Data provided
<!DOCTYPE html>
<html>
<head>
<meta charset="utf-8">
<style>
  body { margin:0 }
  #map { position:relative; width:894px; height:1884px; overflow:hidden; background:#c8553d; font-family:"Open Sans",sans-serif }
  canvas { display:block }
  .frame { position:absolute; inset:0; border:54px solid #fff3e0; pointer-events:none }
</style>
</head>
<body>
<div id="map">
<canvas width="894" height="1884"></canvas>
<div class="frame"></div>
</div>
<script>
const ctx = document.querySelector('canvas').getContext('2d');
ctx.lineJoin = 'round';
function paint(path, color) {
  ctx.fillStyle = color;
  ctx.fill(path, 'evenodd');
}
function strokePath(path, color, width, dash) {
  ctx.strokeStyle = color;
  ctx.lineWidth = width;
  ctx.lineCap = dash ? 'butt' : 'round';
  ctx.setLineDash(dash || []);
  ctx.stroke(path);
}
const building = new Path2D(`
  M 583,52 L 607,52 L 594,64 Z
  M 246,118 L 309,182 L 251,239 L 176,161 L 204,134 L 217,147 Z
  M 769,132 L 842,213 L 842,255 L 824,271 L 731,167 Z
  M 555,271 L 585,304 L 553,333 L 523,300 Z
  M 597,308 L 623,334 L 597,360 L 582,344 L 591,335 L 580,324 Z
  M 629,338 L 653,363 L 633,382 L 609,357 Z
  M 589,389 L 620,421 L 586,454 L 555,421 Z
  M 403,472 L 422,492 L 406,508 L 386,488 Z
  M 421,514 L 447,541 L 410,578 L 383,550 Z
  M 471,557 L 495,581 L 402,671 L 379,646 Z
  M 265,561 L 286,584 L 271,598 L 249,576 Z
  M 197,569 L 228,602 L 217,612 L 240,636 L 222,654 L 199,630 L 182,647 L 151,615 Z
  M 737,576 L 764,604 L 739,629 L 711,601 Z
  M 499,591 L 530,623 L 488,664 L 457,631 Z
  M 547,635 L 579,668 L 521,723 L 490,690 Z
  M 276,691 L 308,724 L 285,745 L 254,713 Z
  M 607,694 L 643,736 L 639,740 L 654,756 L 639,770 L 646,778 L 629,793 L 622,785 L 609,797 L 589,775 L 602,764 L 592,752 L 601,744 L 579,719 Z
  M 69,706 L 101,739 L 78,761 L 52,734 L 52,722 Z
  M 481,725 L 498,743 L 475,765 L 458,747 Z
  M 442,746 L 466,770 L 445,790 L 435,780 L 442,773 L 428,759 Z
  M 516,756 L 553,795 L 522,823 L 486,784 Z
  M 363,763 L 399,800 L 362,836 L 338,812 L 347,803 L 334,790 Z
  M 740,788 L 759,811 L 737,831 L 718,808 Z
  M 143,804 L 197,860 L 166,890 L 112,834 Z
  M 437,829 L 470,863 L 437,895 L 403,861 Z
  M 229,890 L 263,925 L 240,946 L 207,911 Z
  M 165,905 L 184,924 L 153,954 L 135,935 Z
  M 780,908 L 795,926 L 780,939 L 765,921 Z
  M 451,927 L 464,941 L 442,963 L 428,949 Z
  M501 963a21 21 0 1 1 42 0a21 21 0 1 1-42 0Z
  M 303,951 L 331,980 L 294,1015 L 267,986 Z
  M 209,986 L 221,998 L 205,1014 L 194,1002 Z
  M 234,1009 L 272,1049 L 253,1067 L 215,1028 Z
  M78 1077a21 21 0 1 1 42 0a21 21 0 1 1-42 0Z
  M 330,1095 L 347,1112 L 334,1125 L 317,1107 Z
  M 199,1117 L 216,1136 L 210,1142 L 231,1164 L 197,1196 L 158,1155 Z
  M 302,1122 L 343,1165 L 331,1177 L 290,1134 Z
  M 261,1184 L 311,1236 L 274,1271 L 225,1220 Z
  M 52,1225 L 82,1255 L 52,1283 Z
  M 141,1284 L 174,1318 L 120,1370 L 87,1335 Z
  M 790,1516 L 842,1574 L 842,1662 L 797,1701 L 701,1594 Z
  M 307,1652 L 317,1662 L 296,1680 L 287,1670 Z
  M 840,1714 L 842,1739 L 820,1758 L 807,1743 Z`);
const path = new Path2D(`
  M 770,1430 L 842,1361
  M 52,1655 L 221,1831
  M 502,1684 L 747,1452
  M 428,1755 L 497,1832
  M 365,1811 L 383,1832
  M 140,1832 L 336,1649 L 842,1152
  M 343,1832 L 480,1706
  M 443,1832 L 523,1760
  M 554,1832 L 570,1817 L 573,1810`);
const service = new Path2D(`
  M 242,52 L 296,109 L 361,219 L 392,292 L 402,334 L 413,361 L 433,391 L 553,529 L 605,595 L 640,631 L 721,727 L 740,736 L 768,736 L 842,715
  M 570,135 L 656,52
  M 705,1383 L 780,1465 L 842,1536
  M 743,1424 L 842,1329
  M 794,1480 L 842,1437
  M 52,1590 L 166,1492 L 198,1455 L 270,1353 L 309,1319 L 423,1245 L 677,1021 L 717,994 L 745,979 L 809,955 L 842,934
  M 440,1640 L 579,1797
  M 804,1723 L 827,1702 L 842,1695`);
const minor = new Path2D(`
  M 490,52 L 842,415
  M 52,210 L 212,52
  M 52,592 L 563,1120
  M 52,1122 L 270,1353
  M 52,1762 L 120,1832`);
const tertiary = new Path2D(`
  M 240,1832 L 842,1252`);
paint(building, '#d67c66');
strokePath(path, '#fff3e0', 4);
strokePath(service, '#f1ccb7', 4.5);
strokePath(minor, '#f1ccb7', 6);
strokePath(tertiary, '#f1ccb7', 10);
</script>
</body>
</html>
* * *
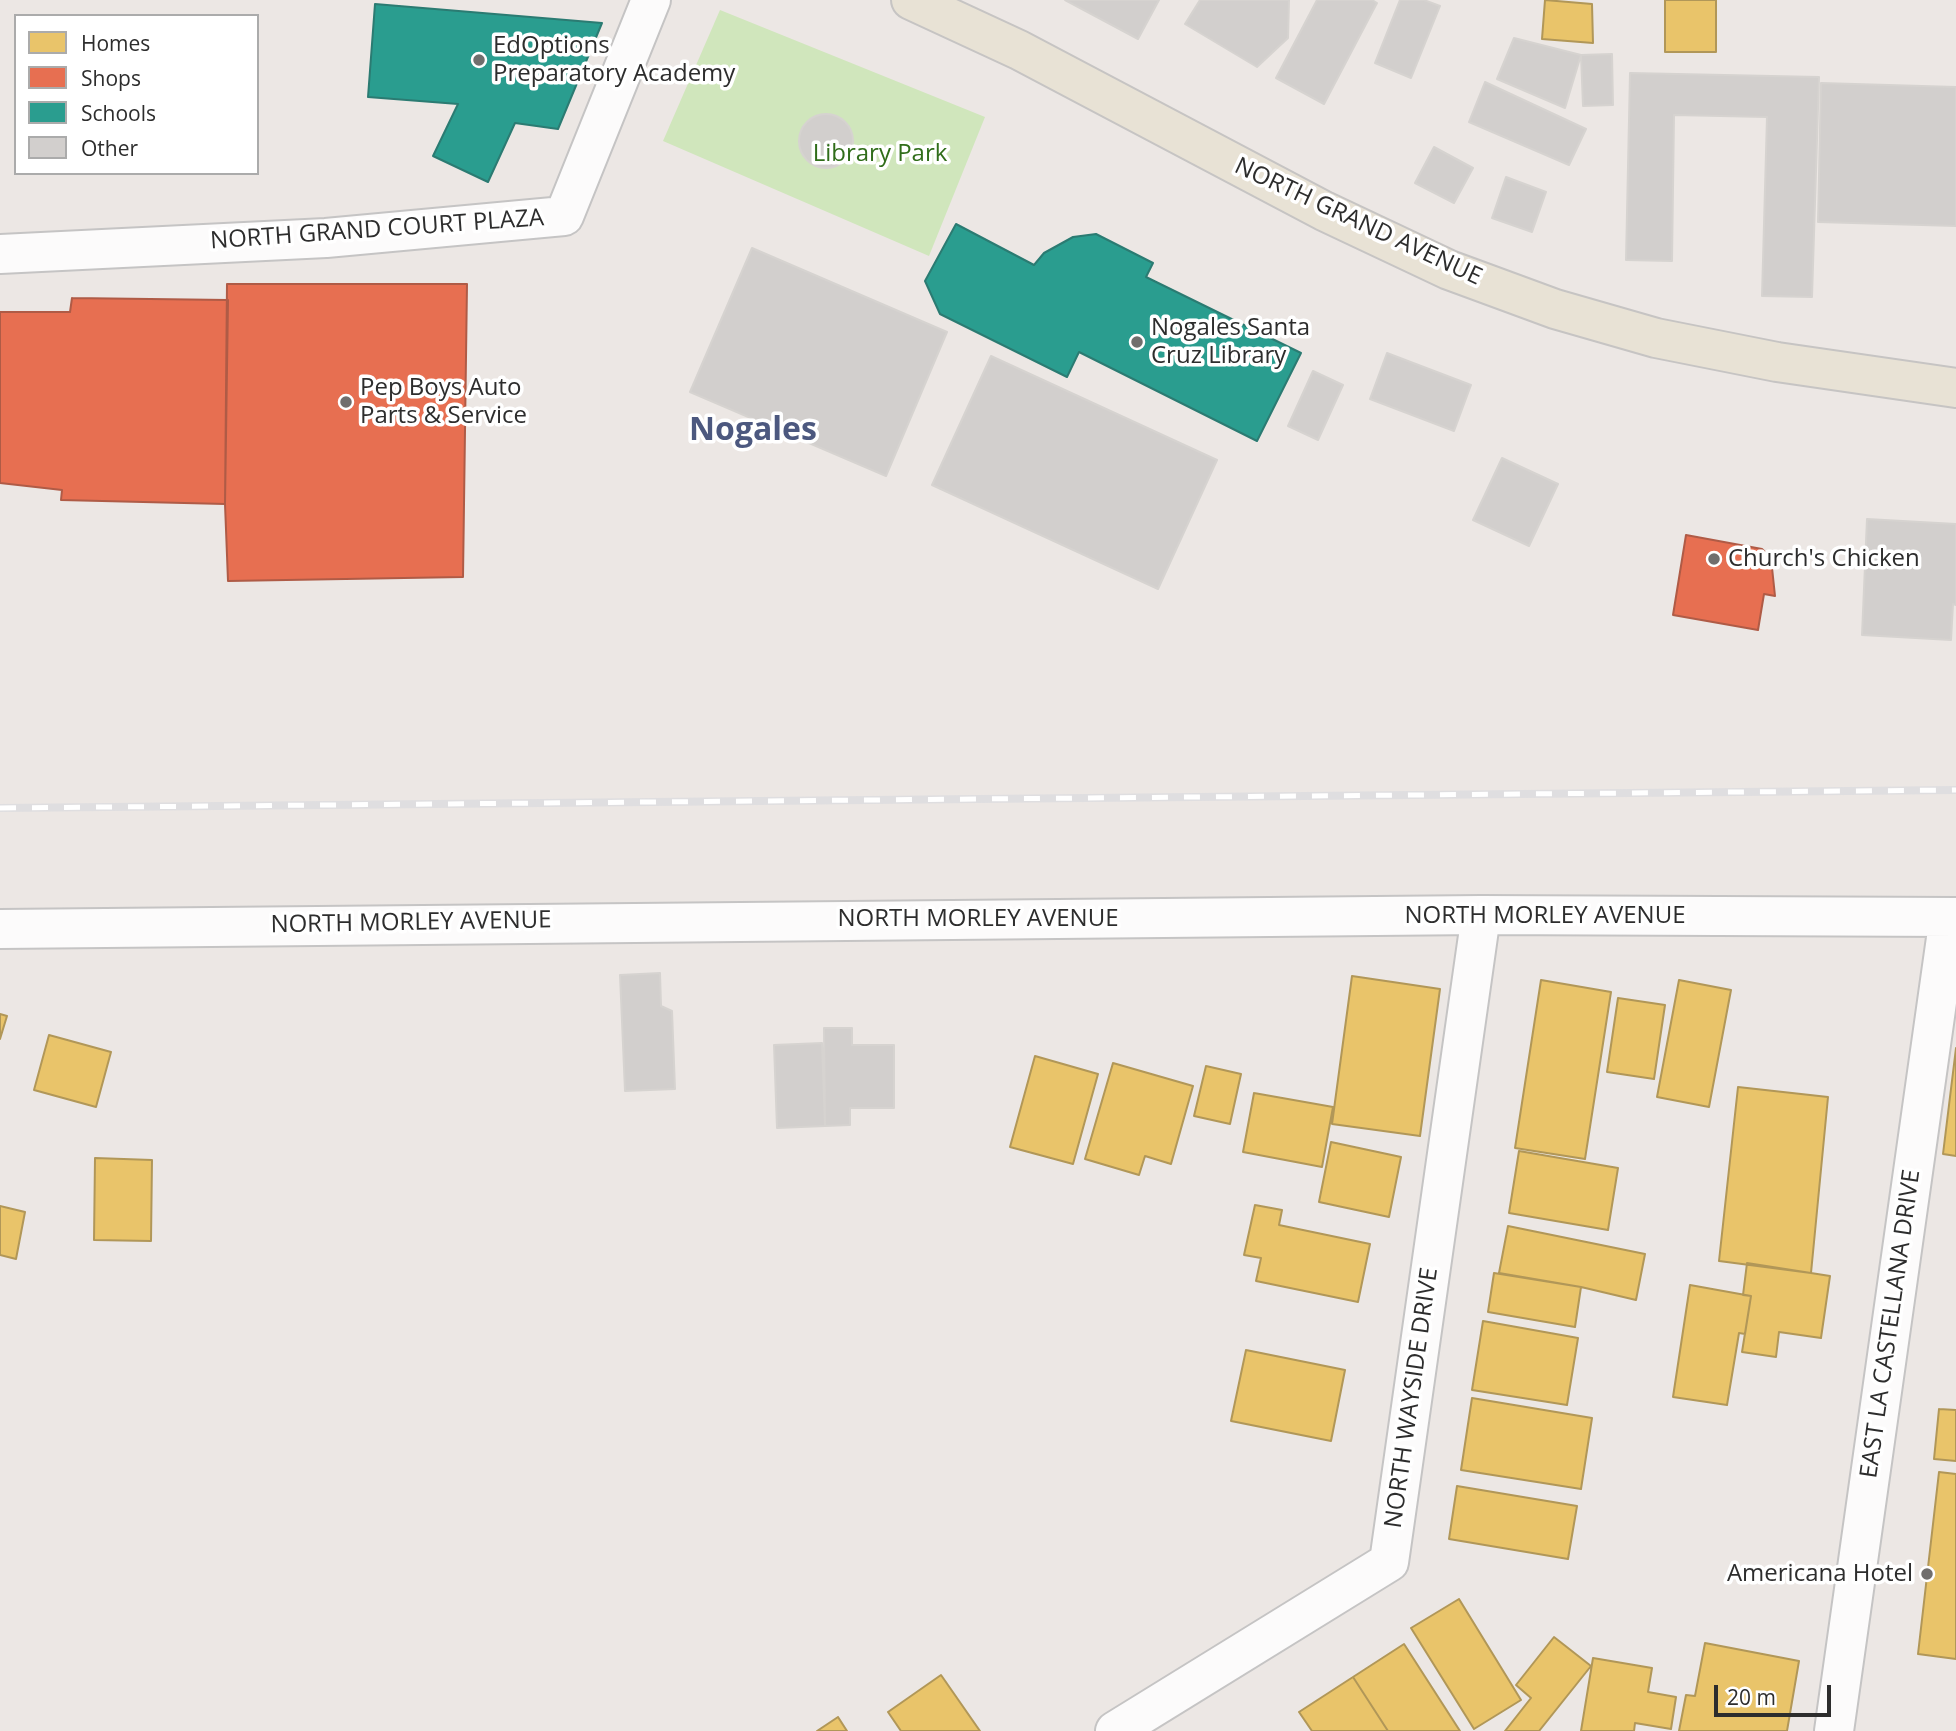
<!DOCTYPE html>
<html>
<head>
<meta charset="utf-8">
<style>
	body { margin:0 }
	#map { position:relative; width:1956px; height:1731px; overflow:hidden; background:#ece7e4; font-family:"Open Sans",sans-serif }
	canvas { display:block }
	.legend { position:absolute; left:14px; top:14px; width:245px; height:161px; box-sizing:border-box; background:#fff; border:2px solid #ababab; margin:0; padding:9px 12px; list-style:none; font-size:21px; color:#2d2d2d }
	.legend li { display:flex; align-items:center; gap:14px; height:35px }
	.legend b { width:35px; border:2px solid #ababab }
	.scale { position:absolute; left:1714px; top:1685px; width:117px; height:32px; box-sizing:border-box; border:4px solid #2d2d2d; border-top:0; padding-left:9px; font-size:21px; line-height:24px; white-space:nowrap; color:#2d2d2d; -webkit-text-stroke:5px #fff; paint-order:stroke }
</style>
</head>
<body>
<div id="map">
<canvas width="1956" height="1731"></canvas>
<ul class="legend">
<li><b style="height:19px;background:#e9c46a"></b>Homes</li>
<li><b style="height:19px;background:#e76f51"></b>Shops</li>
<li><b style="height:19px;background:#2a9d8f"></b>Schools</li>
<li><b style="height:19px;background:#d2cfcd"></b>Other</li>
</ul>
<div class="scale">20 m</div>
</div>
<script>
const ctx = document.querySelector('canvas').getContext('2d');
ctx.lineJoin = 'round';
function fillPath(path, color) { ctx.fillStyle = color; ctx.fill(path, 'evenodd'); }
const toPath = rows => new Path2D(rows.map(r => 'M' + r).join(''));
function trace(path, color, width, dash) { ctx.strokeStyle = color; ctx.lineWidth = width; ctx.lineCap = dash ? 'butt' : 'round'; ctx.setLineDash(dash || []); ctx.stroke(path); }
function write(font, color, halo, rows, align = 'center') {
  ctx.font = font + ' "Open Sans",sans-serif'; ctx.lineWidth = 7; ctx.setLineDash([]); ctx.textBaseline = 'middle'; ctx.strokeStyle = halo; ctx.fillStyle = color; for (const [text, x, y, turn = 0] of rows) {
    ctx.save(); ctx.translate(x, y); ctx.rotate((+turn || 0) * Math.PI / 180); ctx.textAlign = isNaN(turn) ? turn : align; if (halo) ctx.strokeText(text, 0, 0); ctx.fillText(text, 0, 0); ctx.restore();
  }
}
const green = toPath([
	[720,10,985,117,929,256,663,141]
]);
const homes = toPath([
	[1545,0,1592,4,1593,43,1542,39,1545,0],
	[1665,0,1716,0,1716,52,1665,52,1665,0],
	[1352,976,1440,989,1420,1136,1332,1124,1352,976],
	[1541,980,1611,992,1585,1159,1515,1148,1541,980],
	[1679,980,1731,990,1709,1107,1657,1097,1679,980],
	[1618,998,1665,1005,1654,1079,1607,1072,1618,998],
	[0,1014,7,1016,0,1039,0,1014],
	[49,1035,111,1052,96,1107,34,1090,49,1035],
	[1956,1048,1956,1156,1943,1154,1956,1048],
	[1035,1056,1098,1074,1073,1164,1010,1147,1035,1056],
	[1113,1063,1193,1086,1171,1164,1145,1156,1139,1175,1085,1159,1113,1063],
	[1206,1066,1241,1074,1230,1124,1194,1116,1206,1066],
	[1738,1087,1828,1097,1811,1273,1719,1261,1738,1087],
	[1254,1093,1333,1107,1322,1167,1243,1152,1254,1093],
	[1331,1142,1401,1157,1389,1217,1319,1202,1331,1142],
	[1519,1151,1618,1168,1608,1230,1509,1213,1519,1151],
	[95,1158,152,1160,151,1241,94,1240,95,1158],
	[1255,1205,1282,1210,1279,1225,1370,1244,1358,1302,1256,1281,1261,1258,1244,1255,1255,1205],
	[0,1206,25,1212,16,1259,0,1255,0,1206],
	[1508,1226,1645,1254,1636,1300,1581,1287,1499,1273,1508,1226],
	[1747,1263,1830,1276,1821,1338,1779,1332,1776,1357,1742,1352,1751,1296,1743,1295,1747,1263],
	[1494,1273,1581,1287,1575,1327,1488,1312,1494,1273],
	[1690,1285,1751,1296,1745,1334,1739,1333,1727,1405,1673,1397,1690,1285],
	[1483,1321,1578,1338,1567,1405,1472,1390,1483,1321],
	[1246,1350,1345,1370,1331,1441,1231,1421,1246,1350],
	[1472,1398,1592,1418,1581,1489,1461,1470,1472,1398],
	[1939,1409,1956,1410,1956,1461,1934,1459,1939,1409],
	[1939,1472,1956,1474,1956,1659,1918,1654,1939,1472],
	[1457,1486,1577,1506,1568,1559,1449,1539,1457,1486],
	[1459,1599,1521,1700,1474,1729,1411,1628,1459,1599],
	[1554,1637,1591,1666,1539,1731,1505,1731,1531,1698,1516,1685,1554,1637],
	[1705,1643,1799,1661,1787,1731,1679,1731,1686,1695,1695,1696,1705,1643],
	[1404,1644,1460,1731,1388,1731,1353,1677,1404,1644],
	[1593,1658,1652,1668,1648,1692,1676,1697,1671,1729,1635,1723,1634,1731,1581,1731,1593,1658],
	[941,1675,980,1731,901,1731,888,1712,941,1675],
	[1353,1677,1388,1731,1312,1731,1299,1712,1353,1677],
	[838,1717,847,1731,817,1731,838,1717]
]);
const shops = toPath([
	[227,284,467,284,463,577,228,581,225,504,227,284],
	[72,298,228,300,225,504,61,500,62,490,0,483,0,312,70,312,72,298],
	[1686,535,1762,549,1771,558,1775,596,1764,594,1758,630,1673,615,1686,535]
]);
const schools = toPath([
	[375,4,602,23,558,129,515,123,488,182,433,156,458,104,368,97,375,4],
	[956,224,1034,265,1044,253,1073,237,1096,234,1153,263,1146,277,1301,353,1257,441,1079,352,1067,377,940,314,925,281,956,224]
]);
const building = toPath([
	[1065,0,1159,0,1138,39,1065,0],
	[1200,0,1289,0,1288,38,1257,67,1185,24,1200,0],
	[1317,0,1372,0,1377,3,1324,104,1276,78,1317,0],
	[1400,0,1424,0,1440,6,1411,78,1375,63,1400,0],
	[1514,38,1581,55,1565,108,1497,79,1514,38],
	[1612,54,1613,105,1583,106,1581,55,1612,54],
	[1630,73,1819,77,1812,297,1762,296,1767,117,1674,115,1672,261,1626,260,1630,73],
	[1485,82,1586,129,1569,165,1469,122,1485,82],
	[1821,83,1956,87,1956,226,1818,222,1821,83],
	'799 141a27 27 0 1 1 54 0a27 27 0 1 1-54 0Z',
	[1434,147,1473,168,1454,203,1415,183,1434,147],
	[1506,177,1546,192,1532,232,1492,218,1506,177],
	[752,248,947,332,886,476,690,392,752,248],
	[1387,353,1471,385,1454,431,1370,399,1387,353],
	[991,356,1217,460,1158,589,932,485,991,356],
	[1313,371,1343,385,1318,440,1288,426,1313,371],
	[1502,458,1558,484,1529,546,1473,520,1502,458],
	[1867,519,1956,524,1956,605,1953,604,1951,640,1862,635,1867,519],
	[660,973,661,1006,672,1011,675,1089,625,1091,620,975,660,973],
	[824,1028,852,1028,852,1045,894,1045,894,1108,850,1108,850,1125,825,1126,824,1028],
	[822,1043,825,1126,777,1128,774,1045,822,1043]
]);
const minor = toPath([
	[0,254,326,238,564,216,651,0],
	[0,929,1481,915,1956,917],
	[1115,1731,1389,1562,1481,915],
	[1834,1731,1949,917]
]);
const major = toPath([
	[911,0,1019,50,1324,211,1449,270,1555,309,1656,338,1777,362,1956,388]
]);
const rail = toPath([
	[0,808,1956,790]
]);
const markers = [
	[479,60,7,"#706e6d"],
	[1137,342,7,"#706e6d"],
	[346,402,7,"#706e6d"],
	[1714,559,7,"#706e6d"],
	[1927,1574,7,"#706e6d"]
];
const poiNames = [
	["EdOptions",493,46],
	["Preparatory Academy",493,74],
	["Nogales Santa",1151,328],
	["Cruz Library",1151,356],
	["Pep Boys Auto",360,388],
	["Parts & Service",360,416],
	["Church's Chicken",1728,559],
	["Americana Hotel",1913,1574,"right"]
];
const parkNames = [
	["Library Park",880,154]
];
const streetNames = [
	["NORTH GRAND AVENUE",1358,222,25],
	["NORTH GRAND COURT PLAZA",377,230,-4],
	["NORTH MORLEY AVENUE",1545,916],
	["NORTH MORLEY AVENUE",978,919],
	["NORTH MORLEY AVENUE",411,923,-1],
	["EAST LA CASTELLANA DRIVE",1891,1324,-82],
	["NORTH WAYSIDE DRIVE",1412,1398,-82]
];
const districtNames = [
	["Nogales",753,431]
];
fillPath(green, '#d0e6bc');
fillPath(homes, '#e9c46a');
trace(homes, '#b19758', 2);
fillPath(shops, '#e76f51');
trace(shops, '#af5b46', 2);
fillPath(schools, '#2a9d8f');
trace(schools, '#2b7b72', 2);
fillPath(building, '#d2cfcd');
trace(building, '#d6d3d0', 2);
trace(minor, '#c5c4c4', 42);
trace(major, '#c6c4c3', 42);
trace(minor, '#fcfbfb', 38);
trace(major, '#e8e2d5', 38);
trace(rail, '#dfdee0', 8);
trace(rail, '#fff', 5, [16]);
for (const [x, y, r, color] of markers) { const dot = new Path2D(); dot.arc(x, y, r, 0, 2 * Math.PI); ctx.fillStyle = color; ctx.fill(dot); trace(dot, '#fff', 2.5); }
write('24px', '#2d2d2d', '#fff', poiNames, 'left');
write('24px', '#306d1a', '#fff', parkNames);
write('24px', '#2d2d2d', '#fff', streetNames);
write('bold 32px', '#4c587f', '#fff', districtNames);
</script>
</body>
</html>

Work item
In the listing above, find the line with "position:absolute; inset:0; border:54px" and the line with "M 583,52 L 607,52 L 594,64 Z", then reproduce both and every line between them exactly.

Written reply
  .frame { position:absolute; inset:0; border:54px solid #fff3e0; pointer-events:none }
</style>
</head>
<body>
<div id="map">
<canvas width="894" height="1884"></canvas>
<div class="frame"></div>
</div>
<script>
const ctx = document.querySelector('canvas').getContext('2d');
ctx.lineJoin = 'round';
function paint(path, color) {
  ctx.fillStyle = color;
  ctx.fill(path, 'evenodd');
}
function strokePath(path, color, width, dash) {
  ctx.strokeStyle = color;
  ctx.lineWidth = width;
  ctx.lineCap = dash ? 'butt' : 'round';
  ctx.setLineDash(dash || []);
  ctx.stroke(path);
}
const building = new Path2D(`
  M 583,52 L 607,52 L 594,64 Z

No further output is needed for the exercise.